Install skype on a computer in the play room, create a new account, and add
your parent's skype account as the only contact on this fresh account.

Set skype to auto-login, auto-answer but reject calls from non-contacts - thus
only your parents can call but when you they do the cam/mic will immediately
turn on.

You could install a big monitor, better speakers, etc if you think that would
help your son interact better with them.

I would consider the privacy issues, however, of having a dedicated always-on
setup (rather than 'call in when you like'). Even from your parents, it would
be like they are always listening in to what is going on in the house.

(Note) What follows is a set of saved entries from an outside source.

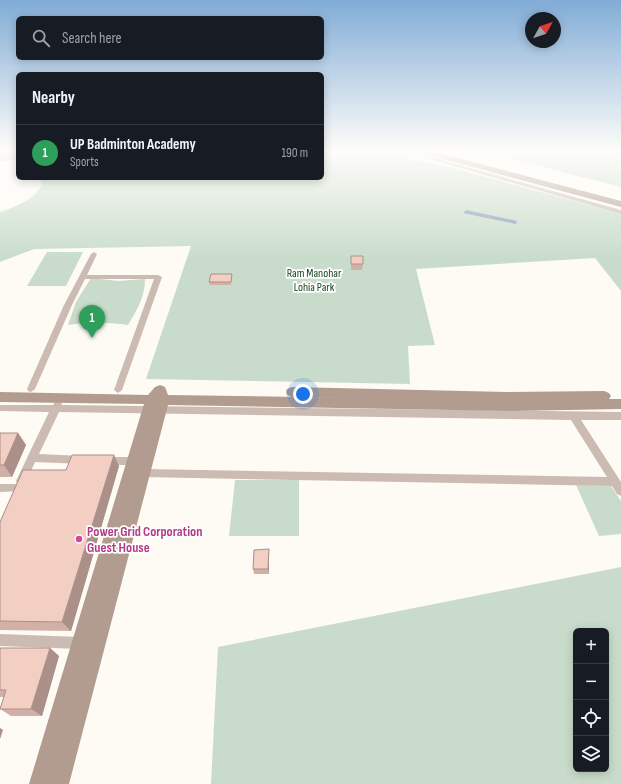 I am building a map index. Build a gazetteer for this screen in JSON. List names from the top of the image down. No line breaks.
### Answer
{"parks":["Ram Manohar Lohia Park"],"places":["Power Grid Corporation Guest House"],"north":"top right","page":{"search":"Search here","heading":"Nearby","list":[{"mark":"1","name":"UP Badminton Academy","note":"Sports","value":"190 m"}],"pins":"1","map_buttons":["+","−"]}} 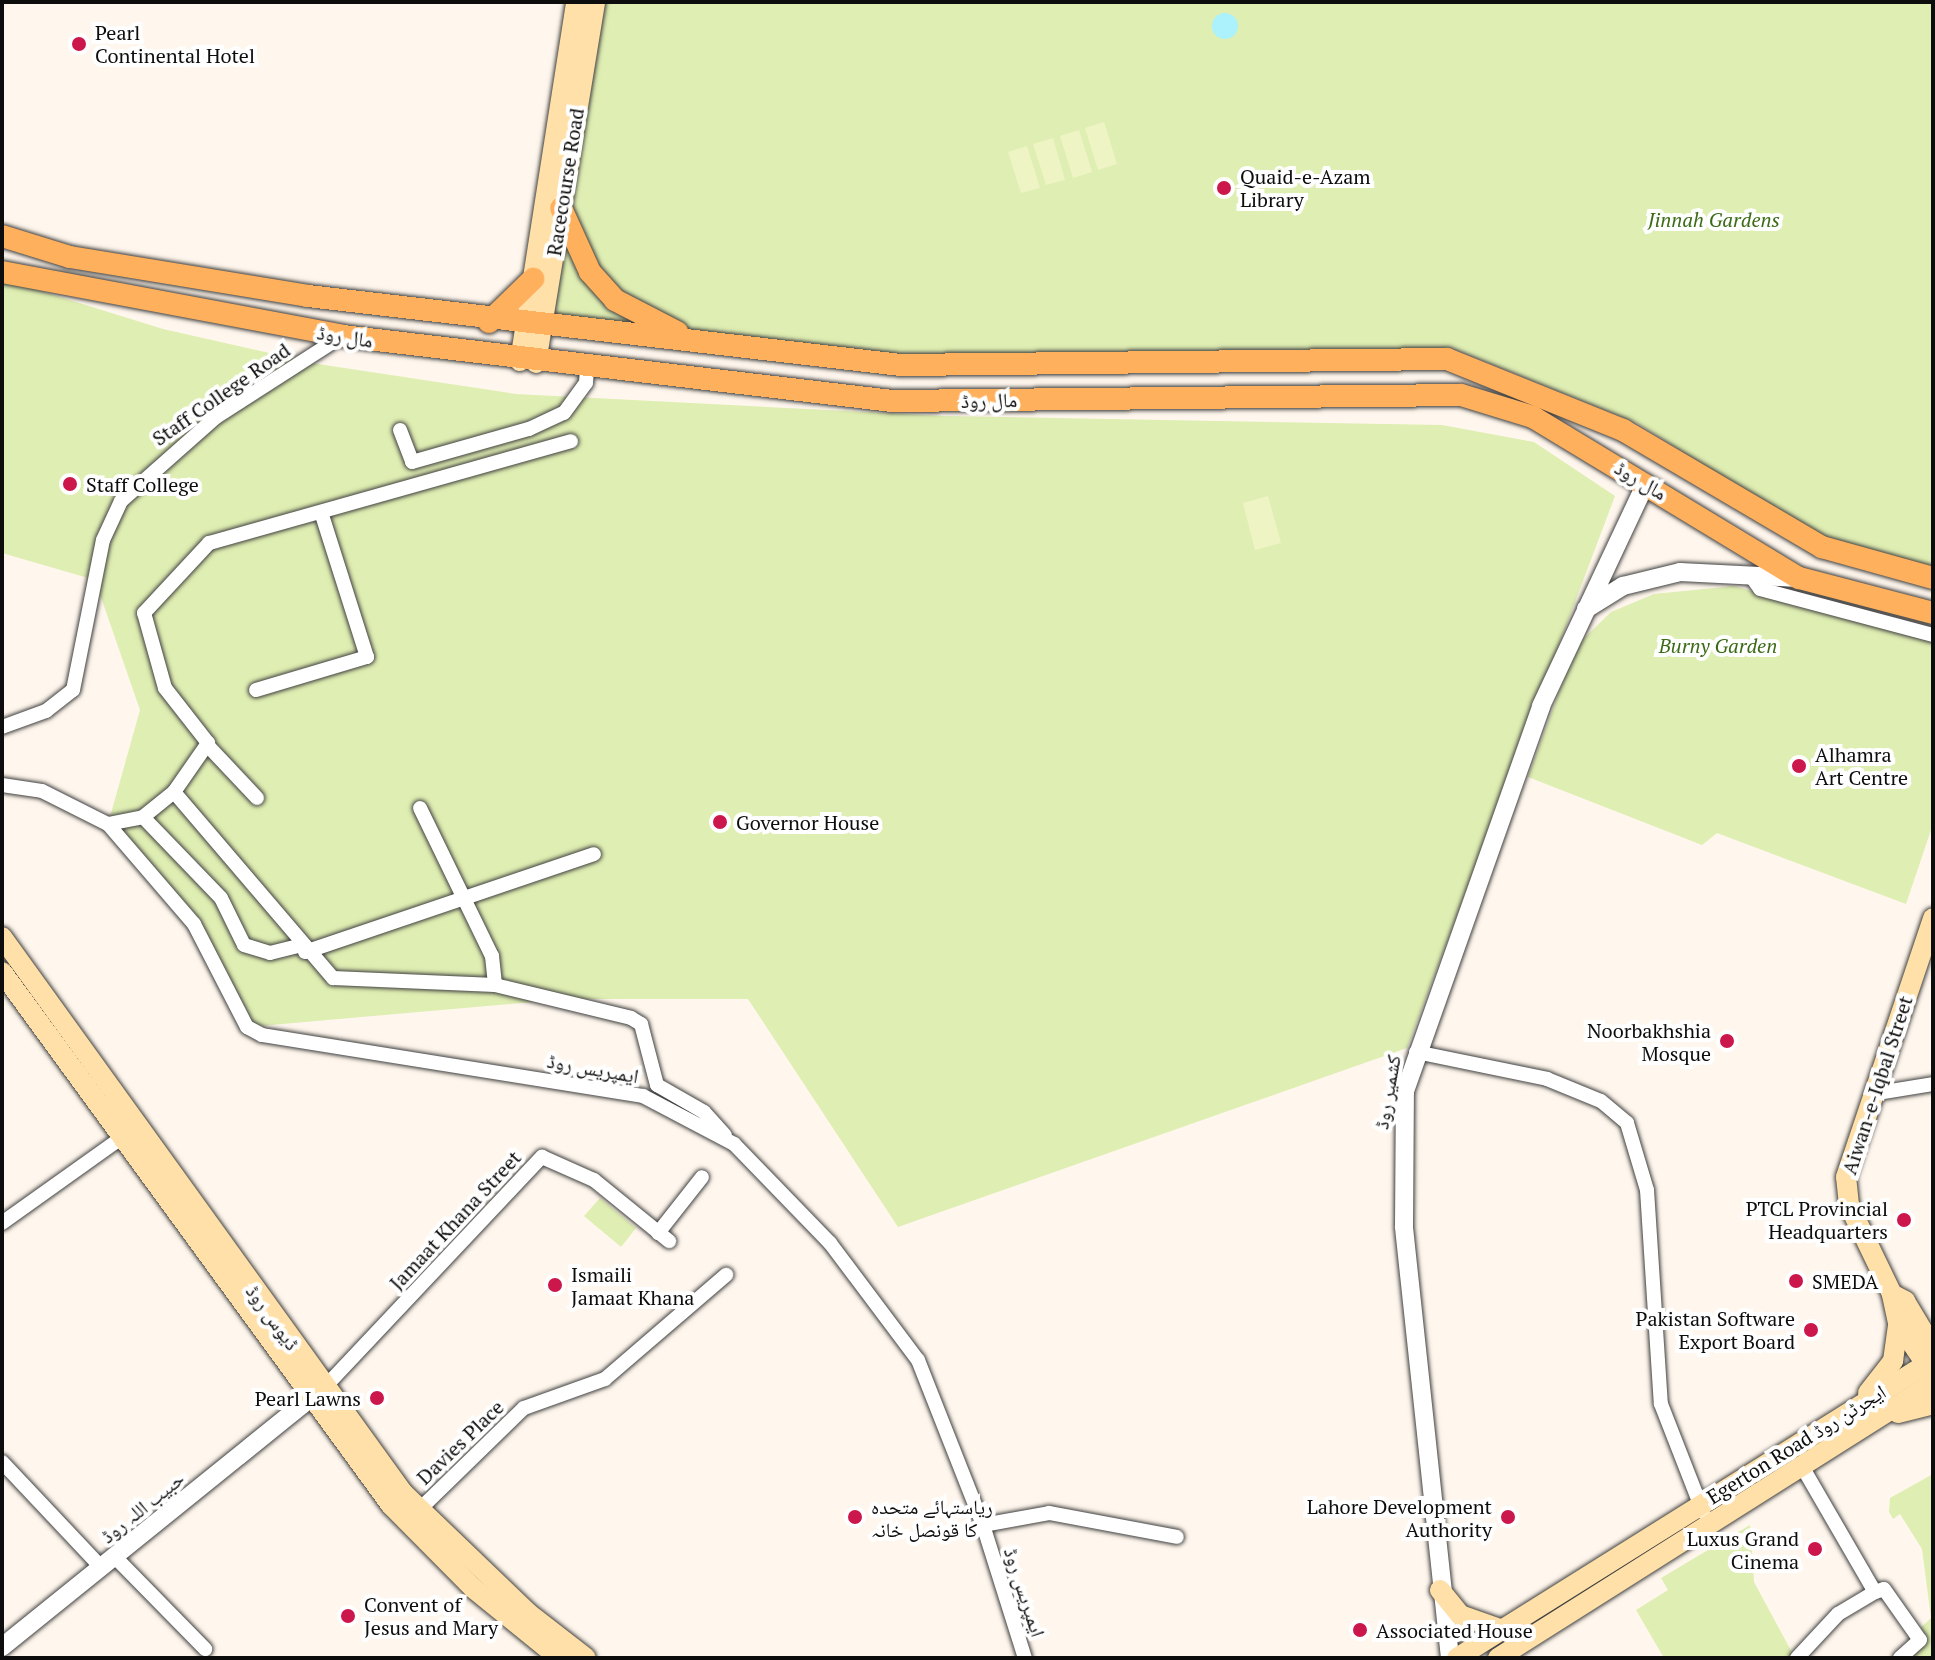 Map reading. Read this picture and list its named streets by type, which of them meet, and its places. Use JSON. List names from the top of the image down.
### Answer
{
  "streets": {
    "main road": [
      "Racecourse Road",
      "مال روڈ",
      "Aiwan-e-Iqbal Street",
      "ڈیوس روڈ",
      "Egerton Road ایجرٹن روڈ"
    ],
    "street": [
      "Staff College Road",
      "ایمپریس روڈ",
      "کشمیر روڈ",
      "Jamaat Khana Street",
      "Davies Place",
      "حبیب اللہ روڈ"
    ]
  },
  "crossings": [
    ["Racecourse Road", "مال روڈ"],
    ["مال روڈ", "Staff College Road"],
    ["مال روڈ", "کشمیر روڈ"],
    ["Aiwan-e-Iqbal Street", "Egerton Road ایجرٹن روڈ"],
    ["Jamaat Khana Street", "ڈیوس روڈ"],
    ["Jamaat Khana Street", "حبیب اللہ روڈ"],
    ["ڈیوس روڈ", "Davies Place"],
    ["ڈیوس روڈ", "حبیب اللہ روڈ"]
  ],
  "parks": ["Jinnah Gardens", "Burny Garden"],
  "places": [
    "Pearl Continental Hotel",
    "Quaid-e-Azam Library",
    "Staff College",
    "Alhamra Art Centre",
    "Governor House",
    "Noorbakhshia Mosque",
    "PTCL Provincial Headquarters",
    "SMEDA",
    "Ismaili Jamaat Khana",
    "Pakistan Software Export Board",
    "Pearl Lawns",
    "ریاستہائے متحدہ کا قونصل خانہ",
    "Lahore Development Authority",
    "Luxus Grand Cinema",
    "Convent of Jesus and Mary",
    "Associated House"
  ]
} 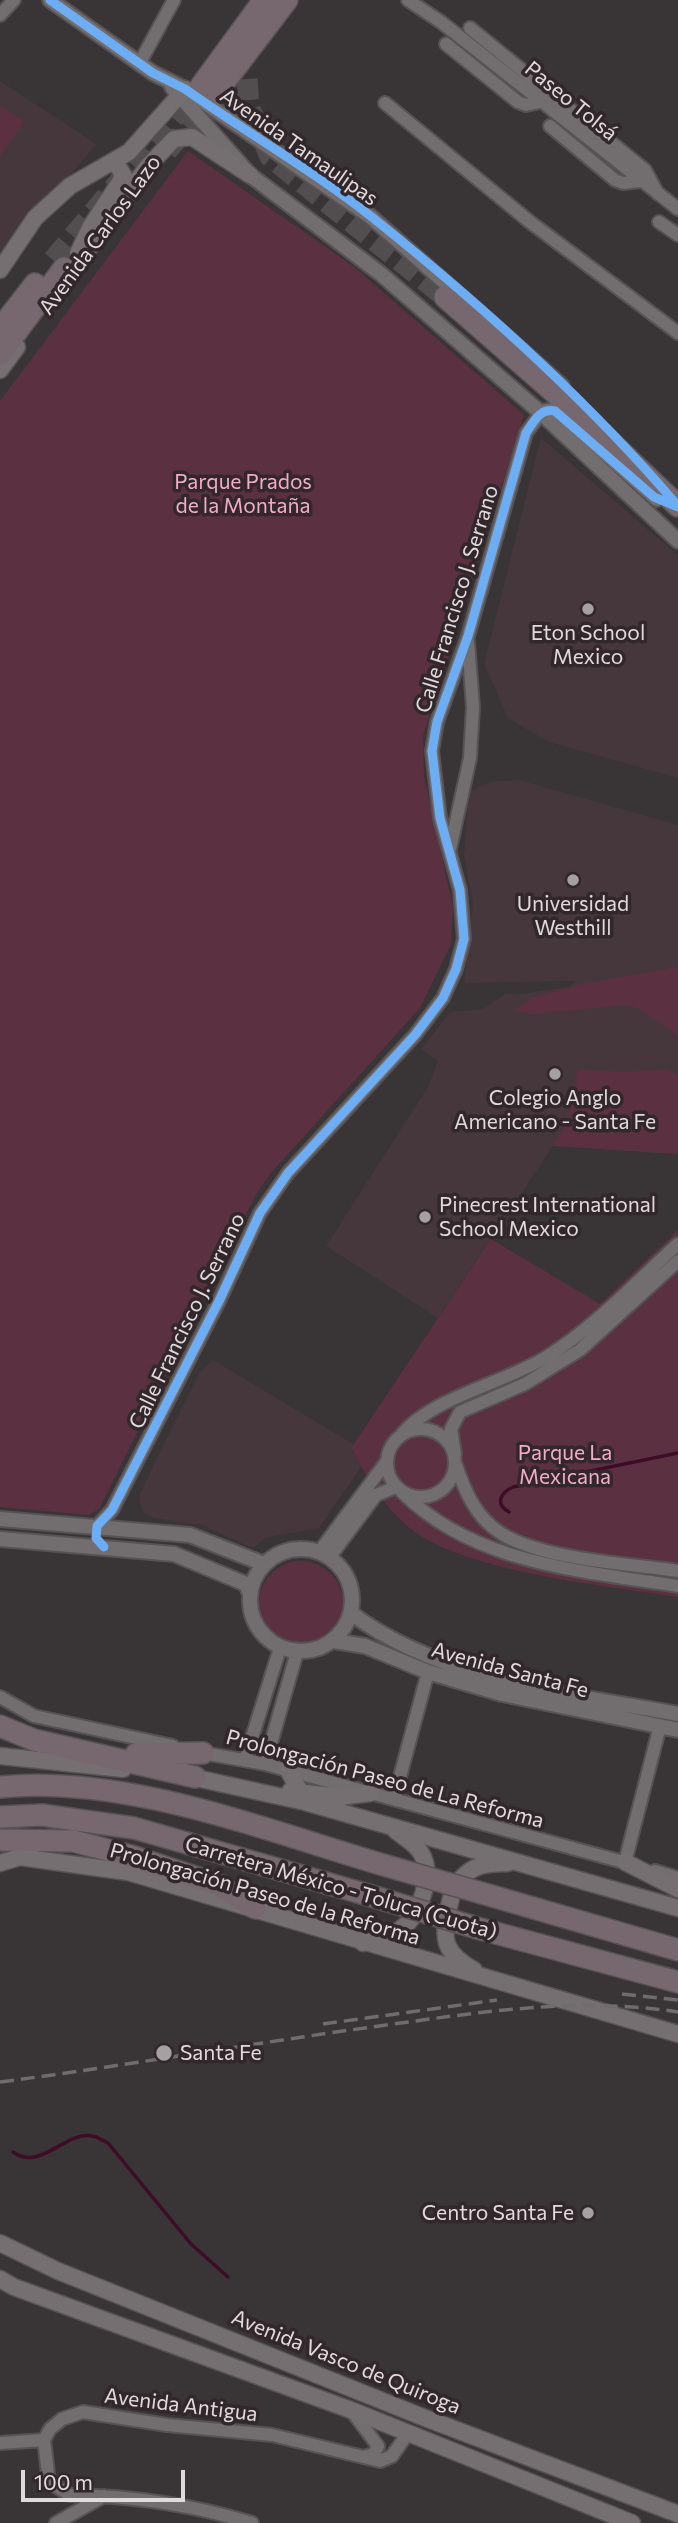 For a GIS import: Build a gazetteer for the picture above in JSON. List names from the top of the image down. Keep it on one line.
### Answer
{"streets":{"highway":["Avenida Carlos Lazo","Carretera México - Toluca (Cuota)"],"main road":["Prolongación Paseo de la Reforma","Avenida Vasco de Quiroga"],"street":["Paseo Tolsá","Avenida Tamaulipas","Calle Francisco J. Serrano","Avenida Santa Fe","Prolongación Paseo de La Reforma","Avenida Antigua"]},"crossings":[["Avenida Tamaulipas","Avenida Carlos Lazo"],["Avenida Tamaulipas","Calle Francisco J. Serrano"],["Avenida Vasco de Quiroga","Avenida Antigua"]],"parks":["Parque Prados de la Montaña","Parque La Mexicana"],"places":["Eton School Mexico","Universidad Westhill","Colegio Anglo Americano - Santa Fe","Pinecrest International School Mexico","Santa Fe","Centro Santa Fe"],"scale_bar":"100 m"}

I considered setting this up for a similar project but I was concerned about
doing 'always on'.

The best thing about this set up is that it probably will come in well below
$5k if you already have a spare computer, etc.

------
ews
I am in your exact same situations (me living in the US, parents in Europe). I
wanted to create a window to each other living rooms when I noticed one of the
things I missed most is was seeing them on their daily routine.

I have got my best results on vlc both sides (stream from one machine to the
other), videoconference is not 100% realtime (there is a slight delay of about
1 second) but the image quality beats skype on linux. I use different
processes for sending and display video. I use a couple of cheap low power
computers and microsoft 720p usb webcams. It is not perfect, the image quality
could be improved, but it is filling an emational void.

------
samratjp
Why not use www.Justin.tv (A YC company)? It will cost you an always on
internet connection, a web browser and a webcam (video subjects nor included
:-)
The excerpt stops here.